== Segment start ==

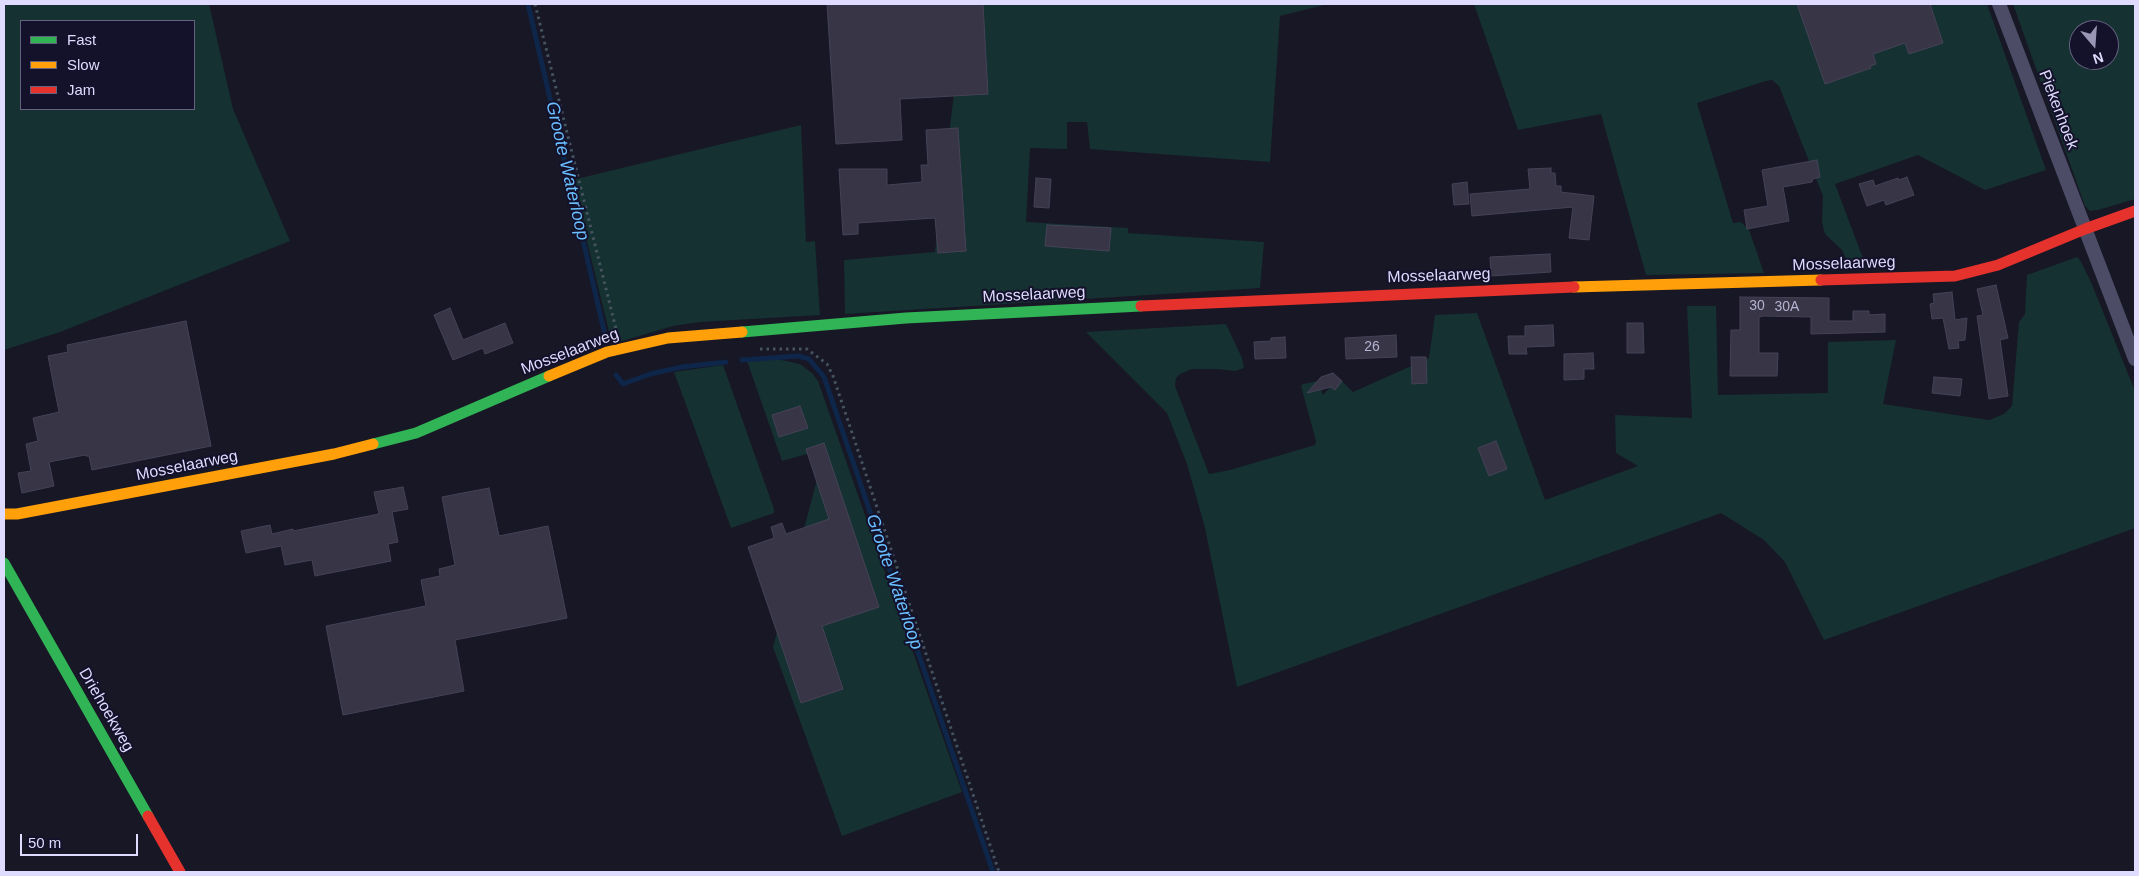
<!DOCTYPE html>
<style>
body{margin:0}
#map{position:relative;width:2139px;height:876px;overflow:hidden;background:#181725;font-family:Helvetica,sans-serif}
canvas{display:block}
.frame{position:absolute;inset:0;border:5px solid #dedbff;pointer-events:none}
.legend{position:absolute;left:20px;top:20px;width:175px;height:90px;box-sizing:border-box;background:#14112b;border:1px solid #656280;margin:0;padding:6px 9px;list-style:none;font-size:15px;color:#dedbff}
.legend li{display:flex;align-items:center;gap:10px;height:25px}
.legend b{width:25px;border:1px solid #656280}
.north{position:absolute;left:2069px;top:20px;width:50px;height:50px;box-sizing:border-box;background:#14112b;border:1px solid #656280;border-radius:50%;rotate:162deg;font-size:14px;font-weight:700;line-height:20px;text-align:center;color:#dedbff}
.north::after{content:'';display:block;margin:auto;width:18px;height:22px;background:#9996b3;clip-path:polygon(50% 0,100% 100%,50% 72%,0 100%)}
.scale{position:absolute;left:20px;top:834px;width:118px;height:22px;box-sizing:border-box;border:2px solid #dedbff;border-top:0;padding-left:6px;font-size:15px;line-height:18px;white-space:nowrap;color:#dedbff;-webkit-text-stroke:4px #14112b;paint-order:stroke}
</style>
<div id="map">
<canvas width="2139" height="876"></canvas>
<div class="frame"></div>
<ul class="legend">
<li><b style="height:6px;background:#30b455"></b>Fast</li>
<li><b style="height:6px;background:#ff9f0a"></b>Slow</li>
<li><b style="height:6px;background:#e5322d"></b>Jam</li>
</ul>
<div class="north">N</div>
<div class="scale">50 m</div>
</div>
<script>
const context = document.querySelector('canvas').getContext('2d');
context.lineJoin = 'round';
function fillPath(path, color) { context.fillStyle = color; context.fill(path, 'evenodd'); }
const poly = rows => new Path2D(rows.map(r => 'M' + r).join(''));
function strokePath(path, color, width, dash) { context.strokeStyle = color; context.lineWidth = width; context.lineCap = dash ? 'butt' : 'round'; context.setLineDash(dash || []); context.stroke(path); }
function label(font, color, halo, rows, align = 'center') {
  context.font = font + ' Helvetica,sans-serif'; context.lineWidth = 4; context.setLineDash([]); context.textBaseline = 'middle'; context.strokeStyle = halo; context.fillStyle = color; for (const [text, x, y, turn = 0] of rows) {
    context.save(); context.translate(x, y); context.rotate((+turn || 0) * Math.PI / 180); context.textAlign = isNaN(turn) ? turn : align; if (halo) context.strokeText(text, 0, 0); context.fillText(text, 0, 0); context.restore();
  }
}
fillPath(poly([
 [4,4,209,4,233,109,290,241,60,332,4,350],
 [194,21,194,109,21,109,21,21],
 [976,4,1328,4,1280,16,1270,162,1090,149,1087,122,1067,122,1067,149,1030,148,1026,222,1128,228,1128,233,1264,242,1260,288,845,314,844,260,935,252,954,93,981,87],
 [1474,4,1987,4,2046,170,1985,190,1918,155,1835,184,1867,269,1851,270,1842,250,1826,235,1824,231,1822,221,1823,196,1779,86,1772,80,1766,81,1697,103,1733,223,1741,222,1749,230,1764,273,1646,275,1601,114,1518,130],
 [2013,4,2135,4,2135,199,2098,210,2090,211,2085,206],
 [2079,30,2109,30,2109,60,2079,60],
 [801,125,806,242,815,241,820,315,700,322,673,326,612,344,572,180],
 [2077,257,2080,260,2091,282,2135,391,2135,528,1824,640,1785,562,1764,540,1721,513,1237,687,1205,528,1187,464,1167,413,1086,332,1226,324,1242,358,1244,368,1235,371,1217,369,1192,369,1180,374,1176,378,1175,386,1209,474,1230,470,1315,445,1316,441,1301,386,1303,384,1318,381,1323,395,1339,378,1353,392,1429,358,1435,315,1477,313,1545,500,1638,466,1616,453,1615,415,1692,418,1687,306,1716,306,1718,395,1828,393,1828,342,1896,340,1883,404,1989,420,2004,414,2012,406,2019,322,2025,314,2027,275],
 [772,358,800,364,812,373,818,381,962,792,842,836,773,647,825,449,782,461,747,361],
 [723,365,774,509,774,513,731,528,674,372]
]), '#153131');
strokePath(poly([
 [528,4,606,339],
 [742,360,799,356,809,359,824,377,993,872],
 [616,375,623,384,650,374,682,367,726,362]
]), '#0e264a', 5);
const building = poly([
 [827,4,983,4,988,94,900,99,902,140,836,144,827,4],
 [1797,4,1930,4,1943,43,1909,54,1905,43,1873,54,1876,64,1870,66,1871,68,1825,84,1797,4],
 [958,128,966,251,938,253,935,218,858,223,858,234,843,235,839,169,887,169,887,185,922,182,921,165,928,165,926,130,958,128],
 [1817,160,1820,177,1813,179,1812,182,1783,187,1789,221,1747,229,1744,210,1768,206,1762,170,1817,160],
 [1551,168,1551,173,1555,173,1556,186,1561,186,1561,192,1594,196,1589,240,1569,238,1573,207,1472,216,1470,194,1530,189,1528,169,1551,168],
 [1907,177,1914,195,1886,205,1884,200,1867,206,1859,184,1873,180,1875,186,1898,178,1899,180,1907,177],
 [1036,178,1051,179,1049,208,1034,207,1036,178],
 [1467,182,1469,204,1454,205,1452,184,1467,182],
 [1047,225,1111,228,1109,251,1045,246,1047,225],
 [1550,254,1551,272,1491,276,1490,257,1550,254],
 [1996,285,2008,338,2000,340,2008,396,1989,399,1977,316,1983,315,1977,289,1996,285],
 [1952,292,1955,320,1967,318,1965,340,1958,341,1959,348,1949,349,1943,318,1932,319,1930,304,1934,303,1933,294,1952,292],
 [1740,297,1829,298,1829,321,1853,321,1853,311,1869,311,1869,315,1885,314,1885,332,1811,334,1811,317,1764,316,1759,317,1759,353,1778,353,1777,376,1730,376,1731,330,1740,330,1740,297],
 [450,308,463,340,505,323,513,343,485,354,483,348,453,360,434,315,450,308],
 [186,321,211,446,92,470,89,456,86,456,85,455,49,462,54,486,22,493,18,473,31,471,26,444,38,441,33,418,59,412,48,356,68,352,67,345,186,321],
 [1627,323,1643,323,1644,353,1627,353,1627,323],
 [1553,325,1554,346,1526,347,1527,354,1509,354,1508,336,1525,336,1525,326,1553,325],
 [1396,335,1397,357,1346,359,1345,338,1396,335],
 [1285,337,1286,358,1255,359,1254,342,1271,341,1271,338,1285,337],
 [1593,353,1594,369,1584,369,1584,379,1564,380,1564,354,1593,353],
 [1411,357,1426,357,1427,383,1412,384,1411,357],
 [1333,373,1342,381,1335,390,1331,387,1307,393,1321,377,1333,373],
 [1934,377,1962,379,1960,396,1932,393,1934,377],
 [800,406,808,428,779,437,772,415,800,406],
 [1496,441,1507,469,1489,476,1478,448,1496,441],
 [824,443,879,607,822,626,843,689,801,703,748,547,774,538,771,527,782,523,786,534,829,519,806,449,824,443],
 [403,487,408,509,392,512,398,542,388,544,391,561,315,576,312,560,285,565,281,546,246,553,241,531,270,525,272,534,293,529,293,531,379,514,374,492,403,487],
 [489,488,499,536,548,526,567,618,455,640,464,691,343,715,326,626,426,606,421,580,440,576,439,569,455,565,442,497,489,488]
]);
fillPath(building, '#383546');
strokePath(building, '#454258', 1);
strokePath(poly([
 [535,4,617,333],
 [760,349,807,349,827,364,833,376,999,872]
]), '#465361', 3, [2.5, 4]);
strokePath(poly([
 [1999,4,2135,359]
]), '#4c4c66', 14);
strokePath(poly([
 [742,332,906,318,1141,306],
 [373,444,416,433,549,376],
 [4,563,148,816]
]), '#30b455', 11);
strokePath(poly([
 [1574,287,1821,280],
 [549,376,607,352,668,338,742,332],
 [4,514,17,514,334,454,373,444]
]), '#ff9f0a', 11);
strokePath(poly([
 [1821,280,1955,276,1998,265,2085,229,2135,211],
 [1141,306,1574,287],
 [148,816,180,872]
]), '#e5322d', 11);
label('14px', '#b4b2d1', null, [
 ["30",1757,306],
 ["30A",1787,307],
 ["26",1372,347]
]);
label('16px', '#dedbff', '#14112b', [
 ["Piekenhoek",2058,110,69],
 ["Mosselaarweg",1844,264,-2],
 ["Mosselaarweg",1439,276,-2],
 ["Mosselaarweg",1034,295,-3],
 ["Mosselaarweg",570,352,-21],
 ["Mosselaarweg",187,466,-11],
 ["Driehoekweg",106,710,60]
]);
label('italic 18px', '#69bfff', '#14112b', [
 ["Groote Waterloop",567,171,77],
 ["Groote Waterloop",894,582,71]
]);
</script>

== Segment end ==

> _Task description_
Using the records above, work out how many lines hold the string "rows"; answer with that number alone.

> _Result of this task_
3